▶ **Material provided**:
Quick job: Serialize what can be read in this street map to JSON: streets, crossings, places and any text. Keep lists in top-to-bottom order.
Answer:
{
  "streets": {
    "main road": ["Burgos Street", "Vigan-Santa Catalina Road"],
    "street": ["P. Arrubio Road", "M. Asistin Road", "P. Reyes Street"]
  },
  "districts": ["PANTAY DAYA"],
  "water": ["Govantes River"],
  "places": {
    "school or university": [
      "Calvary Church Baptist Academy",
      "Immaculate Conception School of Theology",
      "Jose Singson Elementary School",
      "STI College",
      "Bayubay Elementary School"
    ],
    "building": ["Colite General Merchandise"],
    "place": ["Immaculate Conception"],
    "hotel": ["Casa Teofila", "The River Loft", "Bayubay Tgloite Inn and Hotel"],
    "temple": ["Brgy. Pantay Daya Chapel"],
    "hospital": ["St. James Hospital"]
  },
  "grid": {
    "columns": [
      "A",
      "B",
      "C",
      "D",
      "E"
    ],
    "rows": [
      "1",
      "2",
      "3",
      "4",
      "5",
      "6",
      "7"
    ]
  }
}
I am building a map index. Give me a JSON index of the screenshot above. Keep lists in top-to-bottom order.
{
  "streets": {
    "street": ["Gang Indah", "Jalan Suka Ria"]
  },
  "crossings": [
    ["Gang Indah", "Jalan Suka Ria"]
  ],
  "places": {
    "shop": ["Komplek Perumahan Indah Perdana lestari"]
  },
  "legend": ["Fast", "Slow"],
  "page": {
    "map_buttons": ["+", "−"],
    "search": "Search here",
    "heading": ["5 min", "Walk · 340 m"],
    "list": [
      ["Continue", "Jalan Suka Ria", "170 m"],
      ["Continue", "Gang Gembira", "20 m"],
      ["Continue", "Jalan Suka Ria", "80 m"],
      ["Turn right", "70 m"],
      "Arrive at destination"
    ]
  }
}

▶ **The problem**:
Return the full listing unchanged.

▶ **Written solution**:
Quick job: Serialize what can be read in this street map to JSON: streets, crossings, places and any text. Keep lists in top-to-bottom order.
Answer:
{
  "streets": {
    "main road": ["Burgos Street", "Vigan-Santa Catalina Road"],
    "street": ["P. Arrubio Road", "M. Asistin Road", "P. Reyes Street"]
  },
  "districts": ["PANTAY DAYA"],
  "water": ["Govantes River"],
  "places": {
    "school or university": [
      "Calvary Church Baptist Academy",
      "Immaculate Conception School of Theology",
      "Jose Singson Elementary School",
      "STI College",
      "Bayubay Elementary School"
    ],
    "building": ["Colite General Merchandise"],
    "place": ["Immaculate Conception"],
    "hotel": ["Casa Teofila", "The River Loft", "Bayubay Tgloite Inn and Hotel"],
    "temple": ["Brgy. Pantay Daya Chapel"],
    "hospital": ["St. James Hospital"]
  },
  "grid": {
    "columns": [
      "A",
      "B",
      "C",
      "D",
      "E"
    ],
    "rows": [
      "1",
      "2",
      "3",
      "4",
      "5",
      "6",
      "7"
    ]
  }
}
I am building a map index. Give me a JSON index of the screenshot above. Keep lists in top-to-bottom order.
{
  "streets": {
    "street": ["Gang Indah", "Jalan Suka Ria"]
  },
  "crossings": [
    ["Gang Indah", "Jalan Suka Ria"]
  ],
  "places": {
    "shop": ["Komplek Perumahan Indah Perdana lestari"]
  },
  "legend": ["Fast", "Slow"],
  "page": {
    "map_buttons": ["+", "−"],
    "search": "Search here",
    "heading": ["5 min", "Walk · 340 m"],
    "list": [
      ["Continue", "Jalan Suka Ria", "170 m"],
      ["Continue", "Gang Gembira", "20 m"],
      ["Continue", "Jalan Suka Ria", "80 m"],
      ["Turn right", "70 m"],
      "Arrive at destination"
    ]
  }
}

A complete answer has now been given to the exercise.